The negative imprints of the form liners commonly used for concrete facades are milled out of MDF panels with CNC machines. The negative imprints are subsequently cast with elastomers. The architect had specified that the imprints of the bottle bottoms for the Vorarlberg Museum were to protrude by as much as up to 45 mm from the concrete façade. Because of the unusual height and the size of the imprints required, Reckli was unable to manufacture the form liners in the customary manner. This called for special creativity: Volker Urmoneit, head of the model building department, took the cut-off bottoms of the PET bottles chosen by the artist and cast a positive mold of every bottle. The imprints created in this manner were then installed on an MDF panel with a mortise-and-tenon joint, in accordance with the drawings and instructions of the artist.

“The only task left for our highly precise CNC machine for this project was to drill the holes for the manual installation of the plastic flowers to millime­ter precision. It is good to know that a human being cannot always be completely substituted even for such sophisticated high-tech processes,” said Urmoneit. Subsequently, the form liners were cast in several steps in individually manufactured molds.

Jointless façade

Manfred Alois Mayr and the mathematician Urs Beat Roth had worked out the drawings for the form liners in such an ingenious way that only three combinable master form liners per story and the additional form liners for the corners and intrados were sufficient for designing the entire façade with the specified irregular pattern.

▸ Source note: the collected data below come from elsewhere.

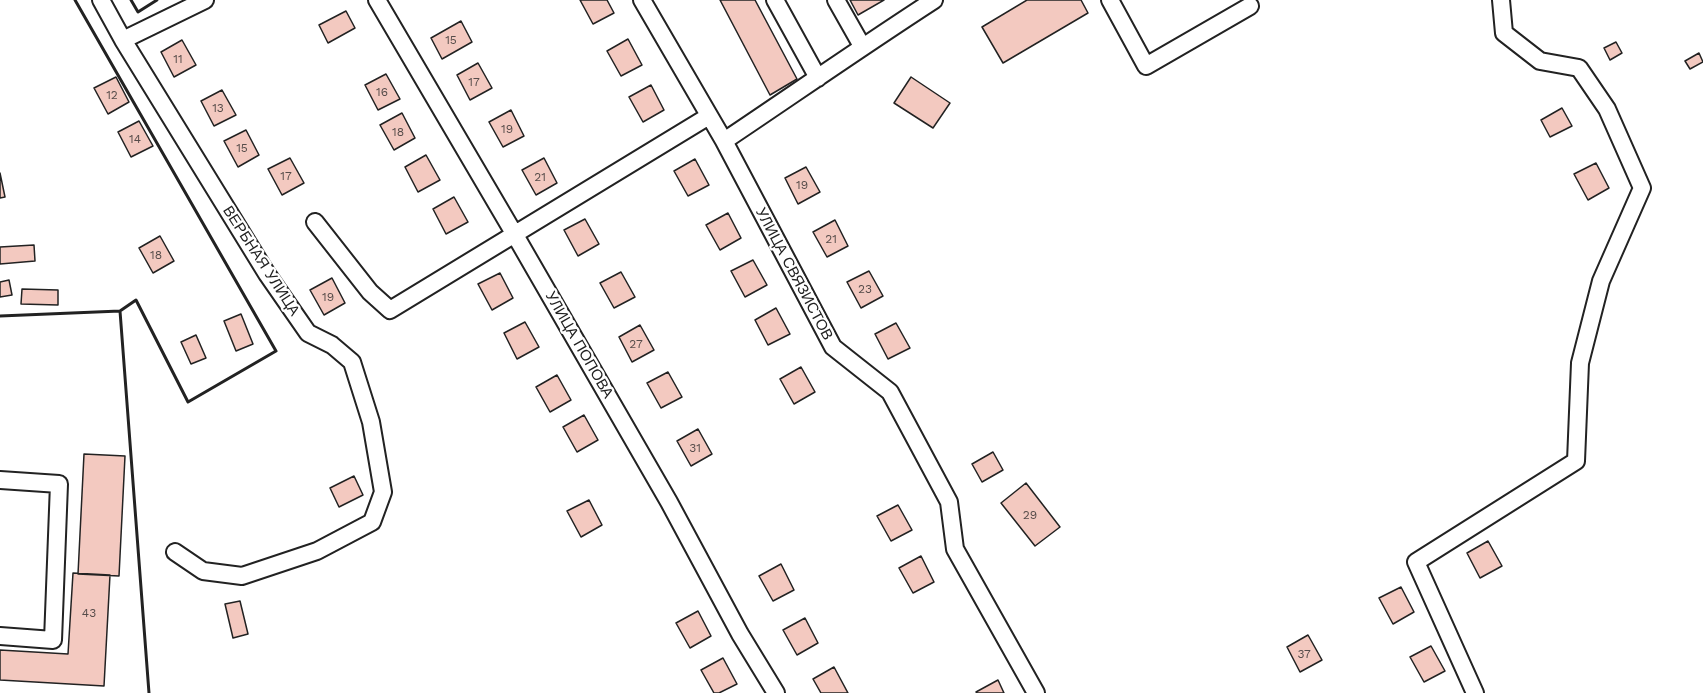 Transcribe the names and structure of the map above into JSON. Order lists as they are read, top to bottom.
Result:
{
  "streets": {
    "street": ["ВЕРБНАЯ УЛИЦА", "УЛИЦА СВЯЗИСТОВ", "УЛИЦА ПОПОВА"]
  },
  "house_numbers": [
    "15",
    "11",
    "17",
    "16",
    "12",
    "13",
    "19",
    "18",
    "14",
    "15",
    "17",
    "21",
    "19",
    "21",
    "18",
    "23",
    "19",
    "27",
    "31",
    "29",
    "43",
    "37"
  ]
}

The main challenge on site was to construct the façade without joints, in accordance with the instructions of the architect and the artist. To meet this requirement, the ARGE manufactured the concrete sheet of 17 cm thickness with the blossoms in situ in upright position, and cast it in one pour in front of a thermal insulation of 25 cm thickness and reinforced-concrete walls of 30 cm thickness.

Cultural asset of the presence

“Casting in upright position made the ventilation of the protrusions (the bottle bottoms, editor’s note) much more difficult than would have been the case had casting taken place in horizontal position. Various concrete mixes had been tested to find the one that would give the best results in a number of preparatory steps until the right one was found,” said the site manager of the joint venture ARGE, Eberhard Fiel of Hilti & Jehle. The concrete eventually used for the construction of the façade was a self-compacting concrete of extremely high viscosity with a maximized content of white pigments, to match the coloring of the overall complex. The concrete was cast into the high-pressure resistant and absolutely tight formwork of 6 m height that had to resist the enormous internal pressure entirely without bubbles and with the utmost of care.

The “art on the building” project implemented in Vorarlberg Museum Bregenz not only attests to the nearly unlimited design possibilities of concrete. It shows moreover that concrete is a cultural asset of the presence, the same as the many historic containers and vessel of clay and glass that fill the display cases inside the new museum building.